| Problem details |
Would you please copy every line from the records that contains the word "stream"?

*** Data for the task

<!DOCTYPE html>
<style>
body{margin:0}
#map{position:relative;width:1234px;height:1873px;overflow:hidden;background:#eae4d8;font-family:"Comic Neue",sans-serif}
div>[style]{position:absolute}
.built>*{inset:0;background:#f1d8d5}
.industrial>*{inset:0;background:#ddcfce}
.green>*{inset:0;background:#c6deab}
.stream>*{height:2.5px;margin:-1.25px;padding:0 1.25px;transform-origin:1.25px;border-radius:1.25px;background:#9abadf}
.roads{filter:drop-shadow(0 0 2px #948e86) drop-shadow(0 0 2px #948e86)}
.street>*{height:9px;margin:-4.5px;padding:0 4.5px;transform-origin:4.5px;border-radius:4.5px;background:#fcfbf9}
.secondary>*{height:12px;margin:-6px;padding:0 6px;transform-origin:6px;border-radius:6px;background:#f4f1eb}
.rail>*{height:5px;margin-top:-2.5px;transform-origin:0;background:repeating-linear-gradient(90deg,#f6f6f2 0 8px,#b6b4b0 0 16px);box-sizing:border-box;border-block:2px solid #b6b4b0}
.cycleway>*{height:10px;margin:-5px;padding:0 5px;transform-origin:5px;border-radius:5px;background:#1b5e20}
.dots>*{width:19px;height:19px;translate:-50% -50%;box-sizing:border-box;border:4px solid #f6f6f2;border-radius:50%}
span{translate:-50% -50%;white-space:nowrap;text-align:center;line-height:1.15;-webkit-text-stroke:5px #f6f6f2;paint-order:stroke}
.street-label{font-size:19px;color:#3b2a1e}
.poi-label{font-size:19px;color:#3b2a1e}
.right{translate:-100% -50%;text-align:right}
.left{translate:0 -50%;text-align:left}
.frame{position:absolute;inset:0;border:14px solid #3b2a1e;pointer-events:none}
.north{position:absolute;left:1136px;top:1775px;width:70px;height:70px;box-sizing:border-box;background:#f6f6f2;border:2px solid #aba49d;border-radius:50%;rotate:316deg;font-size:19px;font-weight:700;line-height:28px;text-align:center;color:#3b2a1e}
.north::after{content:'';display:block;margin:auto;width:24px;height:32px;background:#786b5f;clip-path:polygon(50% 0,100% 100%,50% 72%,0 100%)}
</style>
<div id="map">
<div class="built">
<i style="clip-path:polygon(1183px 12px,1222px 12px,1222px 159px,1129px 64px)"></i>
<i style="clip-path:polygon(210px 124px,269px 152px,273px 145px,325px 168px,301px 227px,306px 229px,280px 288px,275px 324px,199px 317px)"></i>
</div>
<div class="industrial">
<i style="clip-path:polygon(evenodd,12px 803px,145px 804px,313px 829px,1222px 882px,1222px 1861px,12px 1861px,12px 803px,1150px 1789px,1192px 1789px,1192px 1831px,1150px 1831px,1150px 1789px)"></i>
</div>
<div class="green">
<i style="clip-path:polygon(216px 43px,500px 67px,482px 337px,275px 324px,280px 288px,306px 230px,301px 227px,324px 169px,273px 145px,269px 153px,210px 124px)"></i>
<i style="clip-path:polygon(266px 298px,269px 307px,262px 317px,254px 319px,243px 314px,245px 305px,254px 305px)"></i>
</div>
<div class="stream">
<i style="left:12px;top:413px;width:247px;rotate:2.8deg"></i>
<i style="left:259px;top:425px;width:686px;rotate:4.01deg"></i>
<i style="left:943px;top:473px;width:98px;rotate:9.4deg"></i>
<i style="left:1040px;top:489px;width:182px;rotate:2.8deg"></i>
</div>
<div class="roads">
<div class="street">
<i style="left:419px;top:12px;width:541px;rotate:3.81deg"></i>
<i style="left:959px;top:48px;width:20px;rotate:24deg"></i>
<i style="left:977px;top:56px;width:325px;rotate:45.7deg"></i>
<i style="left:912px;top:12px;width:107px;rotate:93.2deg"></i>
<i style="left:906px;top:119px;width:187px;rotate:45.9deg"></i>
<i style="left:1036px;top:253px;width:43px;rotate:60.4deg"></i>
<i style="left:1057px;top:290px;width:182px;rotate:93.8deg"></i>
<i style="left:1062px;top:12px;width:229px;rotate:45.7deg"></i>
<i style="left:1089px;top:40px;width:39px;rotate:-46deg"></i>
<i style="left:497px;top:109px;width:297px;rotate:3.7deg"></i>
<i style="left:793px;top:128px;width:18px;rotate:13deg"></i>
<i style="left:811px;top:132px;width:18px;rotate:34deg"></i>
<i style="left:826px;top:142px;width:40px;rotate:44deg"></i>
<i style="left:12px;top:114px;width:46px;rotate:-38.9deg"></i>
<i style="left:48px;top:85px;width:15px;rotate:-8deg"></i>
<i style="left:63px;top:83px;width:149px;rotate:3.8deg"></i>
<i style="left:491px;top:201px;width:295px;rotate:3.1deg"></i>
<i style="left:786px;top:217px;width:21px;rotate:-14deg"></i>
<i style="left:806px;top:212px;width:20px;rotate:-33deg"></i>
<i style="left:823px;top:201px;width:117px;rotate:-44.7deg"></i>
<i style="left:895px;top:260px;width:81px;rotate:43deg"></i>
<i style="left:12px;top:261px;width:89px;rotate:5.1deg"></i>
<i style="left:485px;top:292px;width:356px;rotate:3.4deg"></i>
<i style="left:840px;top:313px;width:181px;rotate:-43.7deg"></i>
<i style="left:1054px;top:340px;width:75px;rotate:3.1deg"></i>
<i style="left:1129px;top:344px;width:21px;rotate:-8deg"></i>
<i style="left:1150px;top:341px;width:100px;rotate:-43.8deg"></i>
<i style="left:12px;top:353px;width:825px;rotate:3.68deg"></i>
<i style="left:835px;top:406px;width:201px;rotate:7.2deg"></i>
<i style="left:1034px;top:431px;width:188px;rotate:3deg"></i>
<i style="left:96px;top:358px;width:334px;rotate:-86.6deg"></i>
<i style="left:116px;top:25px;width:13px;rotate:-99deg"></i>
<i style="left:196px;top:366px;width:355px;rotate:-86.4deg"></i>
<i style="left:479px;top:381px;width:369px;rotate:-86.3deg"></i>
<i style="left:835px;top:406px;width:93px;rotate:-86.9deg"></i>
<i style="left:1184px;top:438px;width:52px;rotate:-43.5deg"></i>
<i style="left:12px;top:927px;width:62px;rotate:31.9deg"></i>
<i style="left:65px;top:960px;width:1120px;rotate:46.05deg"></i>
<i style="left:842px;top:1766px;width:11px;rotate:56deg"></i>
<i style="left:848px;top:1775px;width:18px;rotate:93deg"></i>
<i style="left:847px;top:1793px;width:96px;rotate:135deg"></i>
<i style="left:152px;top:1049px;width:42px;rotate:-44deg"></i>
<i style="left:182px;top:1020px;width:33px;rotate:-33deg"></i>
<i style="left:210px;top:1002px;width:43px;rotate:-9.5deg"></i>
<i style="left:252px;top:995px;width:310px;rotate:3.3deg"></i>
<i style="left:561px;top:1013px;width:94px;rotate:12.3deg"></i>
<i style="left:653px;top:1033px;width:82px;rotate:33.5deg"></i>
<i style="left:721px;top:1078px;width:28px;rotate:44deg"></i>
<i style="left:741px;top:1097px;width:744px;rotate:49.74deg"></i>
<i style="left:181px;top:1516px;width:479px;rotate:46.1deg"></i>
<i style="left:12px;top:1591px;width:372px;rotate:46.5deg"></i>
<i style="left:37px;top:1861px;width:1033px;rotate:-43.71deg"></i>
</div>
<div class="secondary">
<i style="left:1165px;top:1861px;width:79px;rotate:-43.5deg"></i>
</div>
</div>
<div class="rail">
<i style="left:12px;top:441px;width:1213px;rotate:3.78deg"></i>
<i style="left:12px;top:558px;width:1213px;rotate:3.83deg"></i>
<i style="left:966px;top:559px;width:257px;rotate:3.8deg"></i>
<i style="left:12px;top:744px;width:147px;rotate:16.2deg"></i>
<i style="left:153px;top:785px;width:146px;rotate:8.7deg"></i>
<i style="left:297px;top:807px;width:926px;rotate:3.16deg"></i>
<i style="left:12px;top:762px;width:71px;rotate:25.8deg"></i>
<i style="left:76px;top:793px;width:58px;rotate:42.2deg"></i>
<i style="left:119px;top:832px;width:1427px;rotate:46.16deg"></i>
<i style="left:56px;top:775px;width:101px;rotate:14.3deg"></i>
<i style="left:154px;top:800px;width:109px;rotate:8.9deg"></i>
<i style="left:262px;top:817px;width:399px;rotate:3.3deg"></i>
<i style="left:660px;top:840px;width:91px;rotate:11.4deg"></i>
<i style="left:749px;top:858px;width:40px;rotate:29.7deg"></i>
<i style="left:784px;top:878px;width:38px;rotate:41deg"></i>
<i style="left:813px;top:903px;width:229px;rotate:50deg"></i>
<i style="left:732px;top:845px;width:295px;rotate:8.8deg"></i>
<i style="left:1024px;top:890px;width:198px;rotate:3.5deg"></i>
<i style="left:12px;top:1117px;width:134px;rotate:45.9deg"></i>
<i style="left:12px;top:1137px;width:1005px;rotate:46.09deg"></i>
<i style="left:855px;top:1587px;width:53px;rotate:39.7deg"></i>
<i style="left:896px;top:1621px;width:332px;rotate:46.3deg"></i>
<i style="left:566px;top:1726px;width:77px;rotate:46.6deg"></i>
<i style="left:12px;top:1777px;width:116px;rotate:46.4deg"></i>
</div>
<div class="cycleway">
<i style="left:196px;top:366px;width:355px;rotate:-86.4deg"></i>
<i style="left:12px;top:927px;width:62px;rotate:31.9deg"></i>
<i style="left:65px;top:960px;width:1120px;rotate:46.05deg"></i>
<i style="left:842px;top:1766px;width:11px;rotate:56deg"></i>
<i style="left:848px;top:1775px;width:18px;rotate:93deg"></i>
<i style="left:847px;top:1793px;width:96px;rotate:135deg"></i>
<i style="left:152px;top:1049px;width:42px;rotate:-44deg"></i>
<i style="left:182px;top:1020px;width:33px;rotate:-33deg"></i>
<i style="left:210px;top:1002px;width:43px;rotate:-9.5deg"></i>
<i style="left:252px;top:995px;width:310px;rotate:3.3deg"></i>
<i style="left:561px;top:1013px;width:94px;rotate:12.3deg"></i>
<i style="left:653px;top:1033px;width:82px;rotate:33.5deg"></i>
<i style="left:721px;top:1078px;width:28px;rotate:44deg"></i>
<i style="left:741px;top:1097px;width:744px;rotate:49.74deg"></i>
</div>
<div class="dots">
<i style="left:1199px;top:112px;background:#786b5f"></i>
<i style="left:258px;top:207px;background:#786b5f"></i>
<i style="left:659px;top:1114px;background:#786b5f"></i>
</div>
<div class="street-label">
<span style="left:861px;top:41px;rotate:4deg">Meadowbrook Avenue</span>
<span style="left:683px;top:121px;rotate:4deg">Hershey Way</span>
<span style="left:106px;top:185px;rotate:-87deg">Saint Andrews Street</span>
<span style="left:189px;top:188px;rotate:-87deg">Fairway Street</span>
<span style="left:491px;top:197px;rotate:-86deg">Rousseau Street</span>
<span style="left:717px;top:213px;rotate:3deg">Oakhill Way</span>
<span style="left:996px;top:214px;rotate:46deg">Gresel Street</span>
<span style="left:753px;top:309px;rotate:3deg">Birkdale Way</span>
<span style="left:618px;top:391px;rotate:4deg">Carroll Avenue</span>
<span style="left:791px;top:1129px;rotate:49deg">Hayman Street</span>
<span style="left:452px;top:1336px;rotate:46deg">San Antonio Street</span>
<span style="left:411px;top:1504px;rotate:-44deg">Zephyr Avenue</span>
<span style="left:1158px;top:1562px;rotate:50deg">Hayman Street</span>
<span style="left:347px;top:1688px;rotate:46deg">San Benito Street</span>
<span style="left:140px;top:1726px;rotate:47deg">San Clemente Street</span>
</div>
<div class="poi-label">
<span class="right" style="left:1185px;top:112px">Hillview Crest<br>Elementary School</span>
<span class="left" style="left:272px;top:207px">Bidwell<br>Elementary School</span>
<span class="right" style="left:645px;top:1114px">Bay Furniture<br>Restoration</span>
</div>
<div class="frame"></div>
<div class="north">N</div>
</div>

******

| Output for this exercise |
.stream>*{height:2.5px;margin:-1.25px;padding:0 1.25px;transform-origin:1.25px;border-radius:1.25px;background:#9abadf}
<div class="stream">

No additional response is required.